• **What is being asked**: Search the listing below for the word "strokeStyle", and copy every line in which it turns up.

• **Supplied entries**:
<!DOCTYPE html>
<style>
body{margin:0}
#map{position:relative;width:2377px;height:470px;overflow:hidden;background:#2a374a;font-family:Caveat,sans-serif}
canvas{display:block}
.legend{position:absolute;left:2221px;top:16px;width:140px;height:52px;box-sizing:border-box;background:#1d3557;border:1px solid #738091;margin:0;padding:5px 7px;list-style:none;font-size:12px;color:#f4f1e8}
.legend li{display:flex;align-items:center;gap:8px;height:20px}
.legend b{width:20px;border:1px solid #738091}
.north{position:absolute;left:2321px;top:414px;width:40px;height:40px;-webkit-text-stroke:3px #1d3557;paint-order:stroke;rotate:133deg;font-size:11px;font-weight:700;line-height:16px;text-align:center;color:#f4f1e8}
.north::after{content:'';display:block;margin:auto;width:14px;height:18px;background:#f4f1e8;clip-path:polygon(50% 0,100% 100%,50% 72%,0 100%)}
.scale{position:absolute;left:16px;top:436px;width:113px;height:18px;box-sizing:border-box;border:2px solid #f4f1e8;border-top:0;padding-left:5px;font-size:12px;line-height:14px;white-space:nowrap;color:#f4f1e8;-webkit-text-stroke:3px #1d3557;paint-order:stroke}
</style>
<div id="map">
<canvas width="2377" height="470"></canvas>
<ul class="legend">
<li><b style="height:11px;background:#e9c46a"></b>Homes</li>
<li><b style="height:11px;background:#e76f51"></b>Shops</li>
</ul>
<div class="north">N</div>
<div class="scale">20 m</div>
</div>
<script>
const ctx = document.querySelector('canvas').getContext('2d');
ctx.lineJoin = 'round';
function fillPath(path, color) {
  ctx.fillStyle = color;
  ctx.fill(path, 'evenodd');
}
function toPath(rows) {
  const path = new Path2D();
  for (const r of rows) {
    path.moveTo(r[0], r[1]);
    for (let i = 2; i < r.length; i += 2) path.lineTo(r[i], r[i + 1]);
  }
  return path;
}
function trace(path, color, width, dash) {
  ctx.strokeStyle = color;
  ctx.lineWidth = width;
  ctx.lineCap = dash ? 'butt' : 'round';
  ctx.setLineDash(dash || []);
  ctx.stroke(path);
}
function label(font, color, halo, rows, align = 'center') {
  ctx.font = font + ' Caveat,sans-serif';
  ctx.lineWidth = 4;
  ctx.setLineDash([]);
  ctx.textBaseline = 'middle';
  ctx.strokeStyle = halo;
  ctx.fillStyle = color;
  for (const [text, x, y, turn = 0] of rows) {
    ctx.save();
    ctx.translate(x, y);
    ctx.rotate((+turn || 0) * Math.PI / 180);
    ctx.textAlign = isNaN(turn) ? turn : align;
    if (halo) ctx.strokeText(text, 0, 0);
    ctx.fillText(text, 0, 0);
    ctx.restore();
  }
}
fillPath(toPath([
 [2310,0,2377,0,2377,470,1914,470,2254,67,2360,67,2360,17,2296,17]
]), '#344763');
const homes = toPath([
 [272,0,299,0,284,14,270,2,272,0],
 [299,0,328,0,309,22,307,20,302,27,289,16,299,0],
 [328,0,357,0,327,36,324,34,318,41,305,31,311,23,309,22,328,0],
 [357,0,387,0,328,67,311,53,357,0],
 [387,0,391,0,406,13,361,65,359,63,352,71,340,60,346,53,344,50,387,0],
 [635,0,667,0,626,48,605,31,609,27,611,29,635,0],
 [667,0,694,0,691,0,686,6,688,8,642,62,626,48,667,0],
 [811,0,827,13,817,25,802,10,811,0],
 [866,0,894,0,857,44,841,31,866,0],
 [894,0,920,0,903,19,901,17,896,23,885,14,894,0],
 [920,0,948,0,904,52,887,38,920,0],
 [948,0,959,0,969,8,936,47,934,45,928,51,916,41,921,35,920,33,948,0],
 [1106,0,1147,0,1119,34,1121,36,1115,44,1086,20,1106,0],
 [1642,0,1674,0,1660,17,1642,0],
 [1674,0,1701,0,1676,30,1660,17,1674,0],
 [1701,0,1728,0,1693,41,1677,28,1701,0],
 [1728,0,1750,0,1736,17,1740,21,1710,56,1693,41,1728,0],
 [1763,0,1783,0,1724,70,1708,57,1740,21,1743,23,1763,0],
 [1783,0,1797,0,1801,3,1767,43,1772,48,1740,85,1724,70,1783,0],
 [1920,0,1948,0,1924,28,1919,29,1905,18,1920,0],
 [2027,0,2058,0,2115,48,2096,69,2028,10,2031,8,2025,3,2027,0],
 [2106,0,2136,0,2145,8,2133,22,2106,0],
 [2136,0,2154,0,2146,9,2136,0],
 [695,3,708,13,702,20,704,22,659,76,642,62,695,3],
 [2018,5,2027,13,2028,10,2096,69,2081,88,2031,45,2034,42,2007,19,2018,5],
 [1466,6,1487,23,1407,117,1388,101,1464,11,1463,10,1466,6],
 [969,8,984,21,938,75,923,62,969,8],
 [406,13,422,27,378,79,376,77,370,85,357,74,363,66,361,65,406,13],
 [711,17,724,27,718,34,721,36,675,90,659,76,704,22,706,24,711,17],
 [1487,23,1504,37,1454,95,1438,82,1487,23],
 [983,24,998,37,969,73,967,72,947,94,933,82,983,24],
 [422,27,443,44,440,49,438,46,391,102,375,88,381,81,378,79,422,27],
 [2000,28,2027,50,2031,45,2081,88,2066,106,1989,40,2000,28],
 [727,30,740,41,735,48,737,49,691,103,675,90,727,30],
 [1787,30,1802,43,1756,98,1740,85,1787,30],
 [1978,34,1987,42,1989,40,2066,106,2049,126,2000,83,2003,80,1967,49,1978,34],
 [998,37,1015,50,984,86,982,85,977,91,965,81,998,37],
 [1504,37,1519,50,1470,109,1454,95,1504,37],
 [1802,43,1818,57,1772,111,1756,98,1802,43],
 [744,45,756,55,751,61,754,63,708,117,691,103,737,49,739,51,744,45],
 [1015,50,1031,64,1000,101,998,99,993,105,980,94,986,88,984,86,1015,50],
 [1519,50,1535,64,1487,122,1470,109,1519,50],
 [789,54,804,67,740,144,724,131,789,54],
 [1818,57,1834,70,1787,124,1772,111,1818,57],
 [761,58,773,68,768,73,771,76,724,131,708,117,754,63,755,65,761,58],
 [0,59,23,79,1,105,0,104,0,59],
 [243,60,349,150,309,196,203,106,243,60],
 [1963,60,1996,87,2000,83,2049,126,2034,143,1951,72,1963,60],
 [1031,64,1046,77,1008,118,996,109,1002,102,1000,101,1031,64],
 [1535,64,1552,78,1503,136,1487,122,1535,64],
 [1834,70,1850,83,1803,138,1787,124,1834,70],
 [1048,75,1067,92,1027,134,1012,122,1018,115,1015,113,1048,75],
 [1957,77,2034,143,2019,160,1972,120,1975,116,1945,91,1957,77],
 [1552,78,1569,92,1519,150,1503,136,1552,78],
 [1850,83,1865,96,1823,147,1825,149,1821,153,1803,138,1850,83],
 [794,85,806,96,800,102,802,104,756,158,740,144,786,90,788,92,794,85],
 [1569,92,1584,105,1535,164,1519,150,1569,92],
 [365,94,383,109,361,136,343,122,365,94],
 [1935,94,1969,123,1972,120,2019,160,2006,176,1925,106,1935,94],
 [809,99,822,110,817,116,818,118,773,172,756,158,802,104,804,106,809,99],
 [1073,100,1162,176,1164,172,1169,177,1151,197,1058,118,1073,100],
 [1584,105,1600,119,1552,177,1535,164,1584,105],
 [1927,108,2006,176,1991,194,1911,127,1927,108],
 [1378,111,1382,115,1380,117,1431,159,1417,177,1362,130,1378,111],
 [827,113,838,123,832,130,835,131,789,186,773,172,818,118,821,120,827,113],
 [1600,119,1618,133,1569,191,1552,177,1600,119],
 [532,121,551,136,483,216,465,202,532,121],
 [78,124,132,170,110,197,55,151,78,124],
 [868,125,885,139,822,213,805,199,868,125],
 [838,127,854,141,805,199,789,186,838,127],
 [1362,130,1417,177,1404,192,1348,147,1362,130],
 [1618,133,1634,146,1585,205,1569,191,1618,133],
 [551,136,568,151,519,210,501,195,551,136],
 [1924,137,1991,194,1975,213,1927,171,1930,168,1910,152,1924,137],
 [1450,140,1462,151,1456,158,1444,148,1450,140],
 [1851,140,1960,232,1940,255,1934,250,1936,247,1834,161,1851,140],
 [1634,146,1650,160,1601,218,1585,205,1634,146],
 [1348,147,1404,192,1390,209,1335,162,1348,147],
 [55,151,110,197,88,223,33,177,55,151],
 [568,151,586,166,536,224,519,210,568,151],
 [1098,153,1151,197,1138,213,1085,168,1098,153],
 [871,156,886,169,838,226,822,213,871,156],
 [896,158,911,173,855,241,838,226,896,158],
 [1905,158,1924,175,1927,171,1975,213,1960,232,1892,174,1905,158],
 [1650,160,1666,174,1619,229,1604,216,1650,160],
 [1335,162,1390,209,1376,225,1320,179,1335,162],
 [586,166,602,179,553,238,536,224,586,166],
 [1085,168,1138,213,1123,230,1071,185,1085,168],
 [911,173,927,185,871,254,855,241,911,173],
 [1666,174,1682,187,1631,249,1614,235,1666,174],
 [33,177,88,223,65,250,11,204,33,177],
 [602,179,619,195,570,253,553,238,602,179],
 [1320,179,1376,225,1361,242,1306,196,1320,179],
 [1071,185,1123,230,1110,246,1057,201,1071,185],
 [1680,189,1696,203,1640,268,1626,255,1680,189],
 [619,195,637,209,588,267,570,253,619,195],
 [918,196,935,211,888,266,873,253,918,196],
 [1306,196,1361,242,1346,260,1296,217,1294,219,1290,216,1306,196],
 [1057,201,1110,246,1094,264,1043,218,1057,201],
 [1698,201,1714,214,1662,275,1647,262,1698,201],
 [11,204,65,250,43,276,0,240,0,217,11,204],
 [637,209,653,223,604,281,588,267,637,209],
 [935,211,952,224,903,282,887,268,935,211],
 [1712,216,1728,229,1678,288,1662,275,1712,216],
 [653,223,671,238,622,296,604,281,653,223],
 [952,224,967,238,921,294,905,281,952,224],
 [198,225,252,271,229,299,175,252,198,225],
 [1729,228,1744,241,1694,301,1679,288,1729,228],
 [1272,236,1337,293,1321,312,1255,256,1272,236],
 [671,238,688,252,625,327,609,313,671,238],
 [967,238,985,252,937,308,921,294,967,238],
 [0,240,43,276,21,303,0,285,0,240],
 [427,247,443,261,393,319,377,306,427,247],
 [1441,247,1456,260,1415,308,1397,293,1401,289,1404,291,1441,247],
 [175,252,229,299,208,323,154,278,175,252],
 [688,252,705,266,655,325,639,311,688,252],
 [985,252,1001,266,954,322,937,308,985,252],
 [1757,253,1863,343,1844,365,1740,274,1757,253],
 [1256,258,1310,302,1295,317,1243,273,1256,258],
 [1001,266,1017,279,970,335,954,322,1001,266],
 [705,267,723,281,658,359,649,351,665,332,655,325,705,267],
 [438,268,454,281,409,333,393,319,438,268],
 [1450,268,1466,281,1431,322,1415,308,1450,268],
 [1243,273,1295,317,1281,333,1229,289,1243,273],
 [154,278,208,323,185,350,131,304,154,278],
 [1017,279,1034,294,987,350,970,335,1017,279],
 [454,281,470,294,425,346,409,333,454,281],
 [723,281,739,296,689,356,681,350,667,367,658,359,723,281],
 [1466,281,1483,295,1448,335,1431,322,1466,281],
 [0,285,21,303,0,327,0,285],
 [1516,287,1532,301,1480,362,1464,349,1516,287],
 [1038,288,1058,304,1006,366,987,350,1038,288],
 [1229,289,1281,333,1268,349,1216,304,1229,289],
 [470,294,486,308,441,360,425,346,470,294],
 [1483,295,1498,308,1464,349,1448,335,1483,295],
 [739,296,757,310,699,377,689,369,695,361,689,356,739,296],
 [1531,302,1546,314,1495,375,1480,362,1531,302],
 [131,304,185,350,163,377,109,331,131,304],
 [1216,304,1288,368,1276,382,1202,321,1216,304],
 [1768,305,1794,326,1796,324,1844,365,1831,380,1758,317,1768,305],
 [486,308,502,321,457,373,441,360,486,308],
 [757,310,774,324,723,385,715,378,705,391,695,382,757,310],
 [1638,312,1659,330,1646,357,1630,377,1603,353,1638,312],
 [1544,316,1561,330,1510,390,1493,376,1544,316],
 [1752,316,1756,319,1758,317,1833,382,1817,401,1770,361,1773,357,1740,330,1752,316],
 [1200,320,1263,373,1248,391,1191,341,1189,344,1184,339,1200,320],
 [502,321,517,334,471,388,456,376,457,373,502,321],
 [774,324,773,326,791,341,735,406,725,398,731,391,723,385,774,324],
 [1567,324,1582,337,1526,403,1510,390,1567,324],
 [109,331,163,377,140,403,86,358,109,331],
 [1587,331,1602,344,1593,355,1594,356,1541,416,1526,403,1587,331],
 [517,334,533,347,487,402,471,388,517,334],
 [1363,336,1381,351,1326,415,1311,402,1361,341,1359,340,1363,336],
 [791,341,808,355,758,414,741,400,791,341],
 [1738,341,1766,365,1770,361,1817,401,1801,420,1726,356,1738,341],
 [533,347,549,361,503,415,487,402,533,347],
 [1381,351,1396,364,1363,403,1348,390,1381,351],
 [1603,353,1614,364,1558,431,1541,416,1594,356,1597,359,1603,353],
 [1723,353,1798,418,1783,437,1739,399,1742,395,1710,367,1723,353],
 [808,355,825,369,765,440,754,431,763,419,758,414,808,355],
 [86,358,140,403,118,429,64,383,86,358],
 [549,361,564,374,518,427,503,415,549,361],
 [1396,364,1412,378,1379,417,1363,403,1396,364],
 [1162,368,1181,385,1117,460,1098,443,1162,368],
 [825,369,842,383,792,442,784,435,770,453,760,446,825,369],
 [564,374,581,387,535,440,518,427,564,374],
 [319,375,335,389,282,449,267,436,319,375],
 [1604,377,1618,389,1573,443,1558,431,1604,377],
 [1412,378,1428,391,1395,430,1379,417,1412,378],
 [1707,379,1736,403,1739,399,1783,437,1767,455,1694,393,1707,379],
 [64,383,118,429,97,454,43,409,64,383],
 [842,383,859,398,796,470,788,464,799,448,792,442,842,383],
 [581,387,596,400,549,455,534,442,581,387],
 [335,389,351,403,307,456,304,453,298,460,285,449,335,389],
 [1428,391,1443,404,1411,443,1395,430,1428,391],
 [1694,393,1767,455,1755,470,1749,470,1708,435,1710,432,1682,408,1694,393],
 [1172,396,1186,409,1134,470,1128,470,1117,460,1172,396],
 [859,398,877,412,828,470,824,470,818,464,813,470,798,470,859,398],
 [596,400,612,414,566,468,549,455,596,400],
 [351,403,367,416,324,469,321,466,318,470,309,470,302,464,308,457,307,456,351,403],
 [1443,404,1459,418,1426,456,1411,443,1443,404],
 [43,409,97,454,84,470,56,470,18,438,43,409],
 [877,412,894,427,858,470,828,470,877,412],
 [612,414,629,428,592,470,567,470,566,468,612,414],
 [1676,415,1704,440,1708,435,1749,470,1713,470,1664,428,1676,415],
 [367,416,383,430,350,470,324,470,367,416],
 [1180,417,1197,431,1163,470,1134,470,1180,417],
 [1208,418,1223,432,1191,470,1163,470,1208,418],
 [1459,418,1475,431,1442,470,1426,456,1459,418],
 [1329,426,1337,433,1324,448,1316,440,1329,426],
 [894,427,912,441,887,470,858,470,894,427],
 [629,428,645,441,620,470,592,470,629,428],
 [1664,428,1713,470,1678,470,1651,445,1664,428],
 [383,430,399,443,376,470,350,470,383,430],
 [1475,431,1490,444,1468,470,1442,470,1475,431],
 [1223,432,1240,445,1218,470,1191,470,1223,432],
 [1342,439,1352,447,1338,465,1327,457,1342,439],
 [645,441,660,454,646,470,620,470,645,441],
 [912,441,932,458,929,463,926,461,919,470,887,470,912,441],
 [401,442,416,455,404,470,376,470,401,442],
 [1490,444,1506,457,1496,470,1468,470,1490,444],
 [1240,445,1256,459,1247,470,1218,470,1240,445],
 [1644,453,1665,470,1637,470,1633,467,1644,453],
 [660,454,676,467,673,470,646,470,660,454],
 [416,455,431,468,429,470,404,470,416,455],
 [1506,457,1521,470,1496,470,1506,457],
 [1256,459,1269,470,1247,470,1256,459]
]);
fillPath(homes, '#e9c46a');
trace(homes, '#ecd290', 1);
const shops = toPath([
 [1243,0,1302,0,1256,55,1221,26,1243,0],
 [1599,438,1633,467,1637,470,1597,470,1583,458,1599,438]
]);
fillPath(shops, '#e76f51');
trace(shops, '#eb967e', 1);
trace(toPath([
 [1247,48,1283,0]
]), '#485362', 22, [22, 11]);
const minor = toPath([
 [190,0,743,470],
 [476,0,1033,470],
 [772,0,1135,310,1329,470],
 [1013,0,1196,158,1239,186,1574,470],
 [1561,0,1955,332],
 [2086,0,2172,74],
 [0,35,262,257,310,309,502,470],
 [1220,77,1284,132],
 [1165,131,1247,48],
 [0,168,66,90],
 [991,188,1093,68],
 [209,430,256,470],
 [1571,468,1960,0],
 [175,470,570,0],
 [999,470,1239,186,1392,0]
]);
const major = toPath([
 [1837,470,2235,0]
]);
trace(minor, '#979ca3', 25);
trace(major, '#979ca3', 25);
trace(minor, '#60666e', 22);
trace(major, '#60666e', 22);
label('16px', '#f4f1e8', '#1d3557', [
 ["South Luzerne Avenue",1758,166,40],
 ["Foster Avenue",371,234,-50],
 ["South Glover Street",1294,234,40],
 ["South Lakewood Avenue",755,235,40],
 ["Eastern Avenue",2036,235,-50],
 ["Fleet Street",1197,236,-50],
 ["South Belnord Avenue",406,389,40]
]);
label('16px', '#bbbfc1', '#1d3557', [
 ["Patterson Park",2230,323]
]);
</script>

• **Response box**:
  ctx.strokeStyle = color;
  ctx.strokeStyle = halo;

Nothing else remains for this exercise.